Exercise requirements - Run through the records and, wherever a line holds the word "above", return that line.

Input for this task -

··········

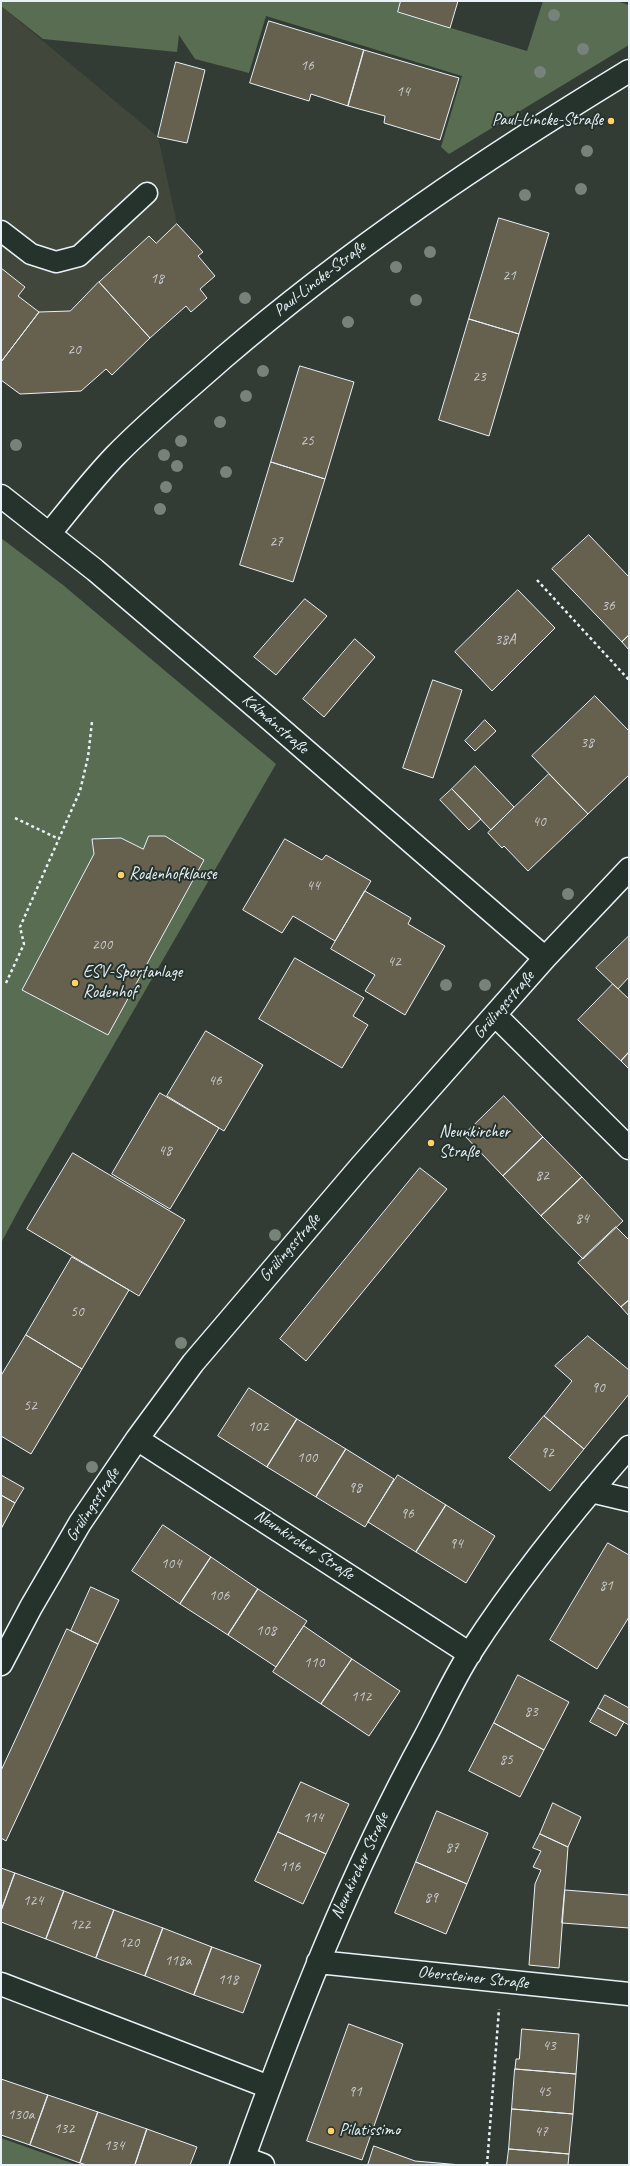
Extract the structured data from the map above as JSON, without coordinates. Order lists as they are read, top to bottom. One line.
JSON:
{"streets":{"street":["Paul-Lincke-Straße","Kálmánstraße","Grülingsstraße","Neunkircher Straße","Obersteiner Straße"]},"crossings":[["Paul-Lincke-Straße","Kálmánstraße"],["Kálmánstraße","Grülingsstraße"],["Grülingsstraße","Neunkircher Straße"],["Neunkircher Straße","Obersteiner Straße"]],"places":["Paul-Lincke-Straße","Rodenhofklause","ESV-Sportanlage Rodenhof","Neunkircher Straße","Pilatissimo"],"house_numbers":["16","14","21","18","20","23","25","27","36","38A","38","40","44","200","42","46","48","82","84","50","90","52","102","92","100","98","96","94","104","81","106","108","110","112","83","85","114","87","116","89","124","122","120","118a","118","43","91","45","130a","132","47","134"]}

··········

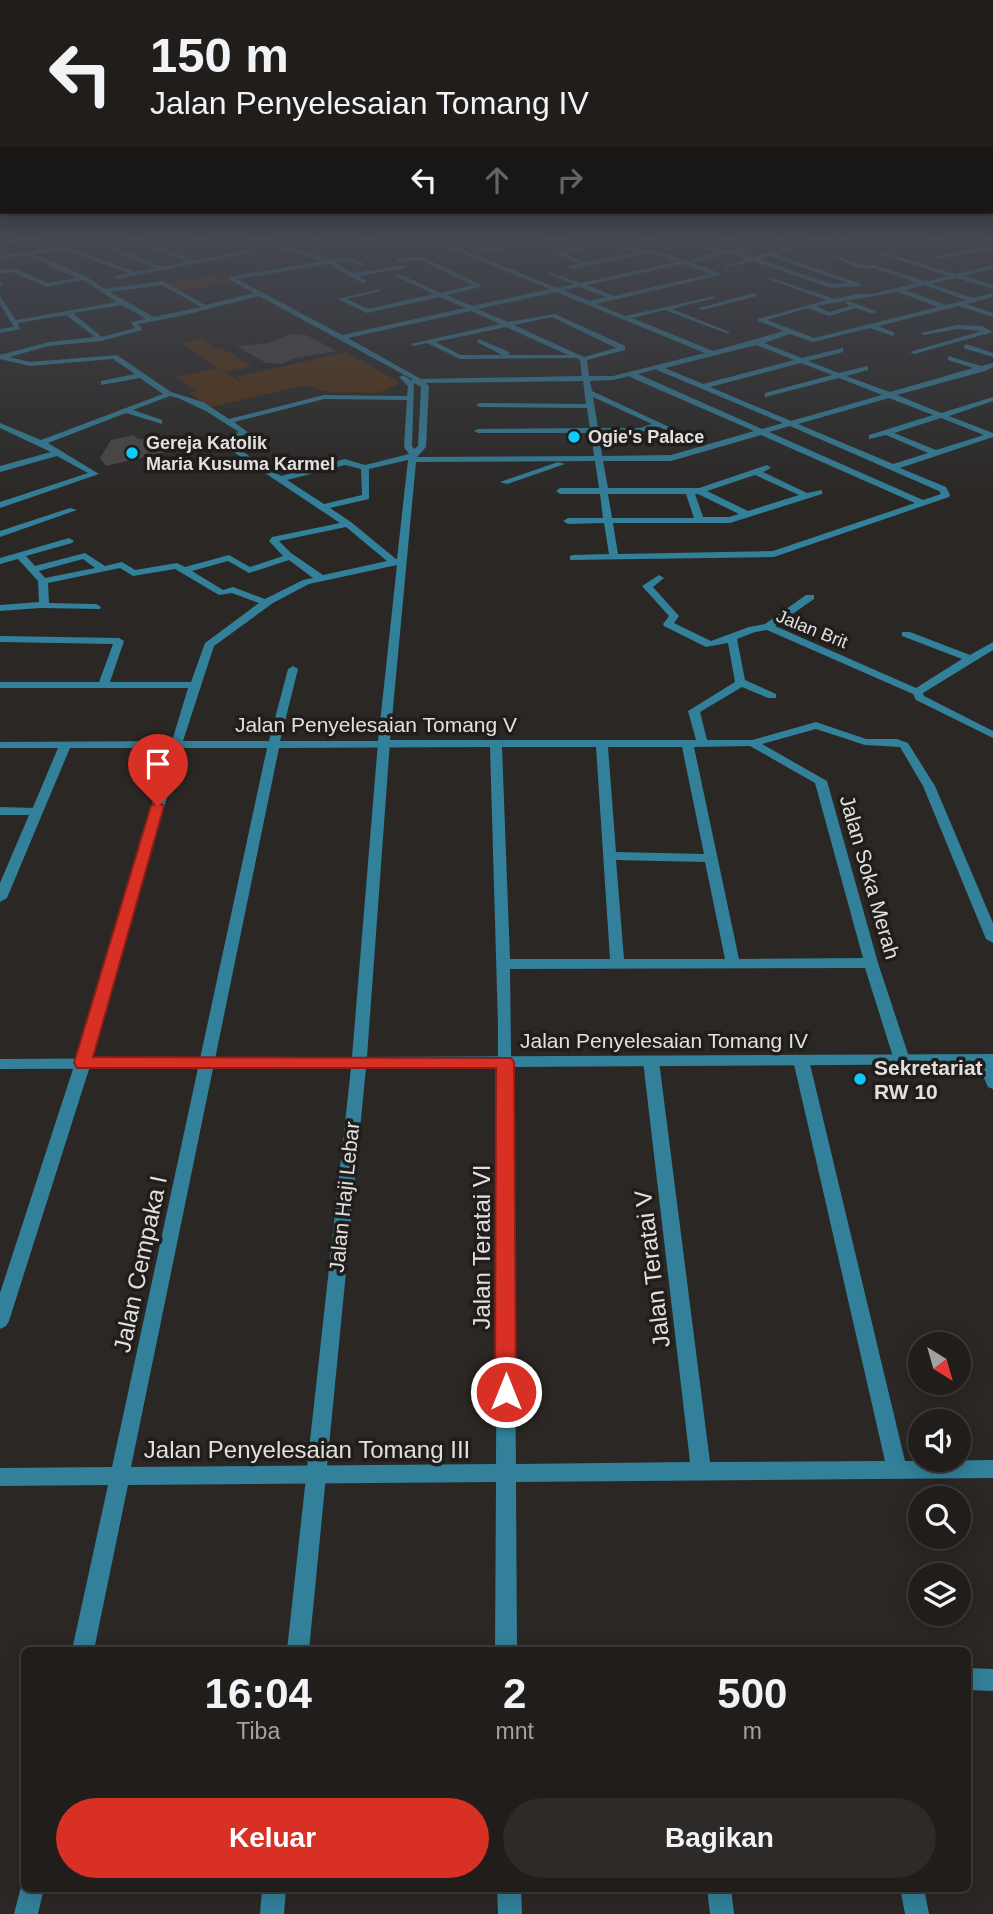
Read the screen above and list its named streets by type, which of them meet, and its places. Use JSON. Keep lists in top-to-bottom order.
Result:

··········

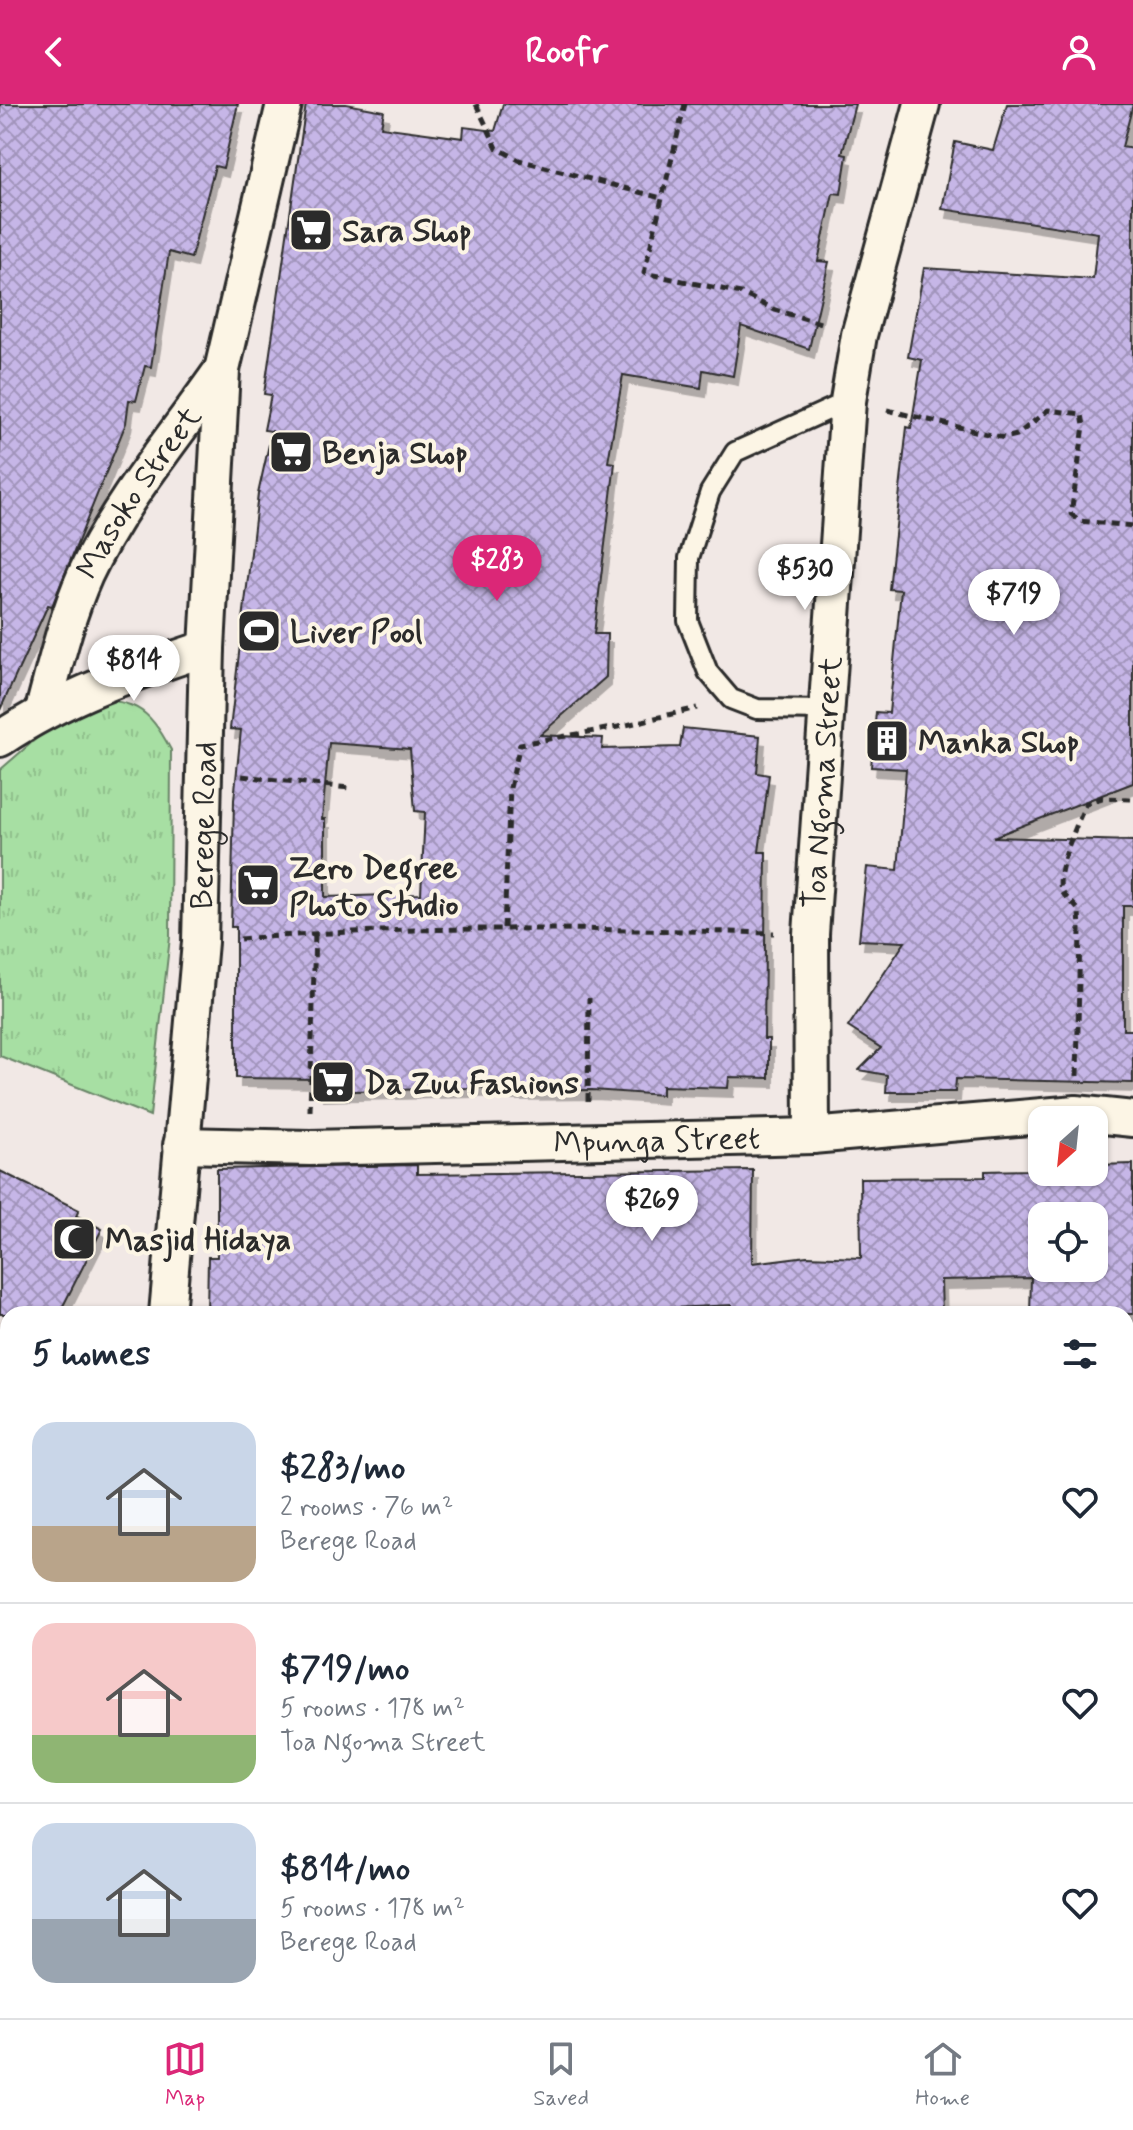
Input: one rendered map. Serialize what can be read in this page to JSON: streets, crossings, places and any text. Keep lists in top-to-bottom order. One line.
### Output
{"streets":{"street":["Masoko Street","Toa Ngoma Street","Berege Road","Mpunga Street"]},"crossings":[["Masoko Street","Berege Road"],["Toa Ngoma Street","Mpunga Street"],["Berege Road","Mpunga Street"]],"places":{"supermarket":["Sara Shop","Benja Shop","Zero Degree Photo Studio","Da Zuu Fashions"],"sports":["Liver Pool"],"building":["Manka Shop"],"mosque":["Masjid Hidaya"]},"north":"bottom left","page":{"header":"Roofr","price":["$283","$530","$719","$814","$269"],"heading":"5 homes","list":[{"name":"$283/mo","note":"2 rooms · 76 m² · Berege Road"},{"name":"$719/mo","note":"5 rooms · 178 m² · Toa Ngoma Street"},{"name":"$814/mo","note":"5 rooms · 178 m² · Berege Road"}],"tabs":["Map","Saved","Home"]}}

··········

Solution for this problem -
Extract the structured data from the map above as JSON, without coordinates. Order lists as they are read, top to bottom. One line.
Read the screen above and list its named streets by type, which of them meet, and its places. Use JSON. Keep lists in top-to-bottom order.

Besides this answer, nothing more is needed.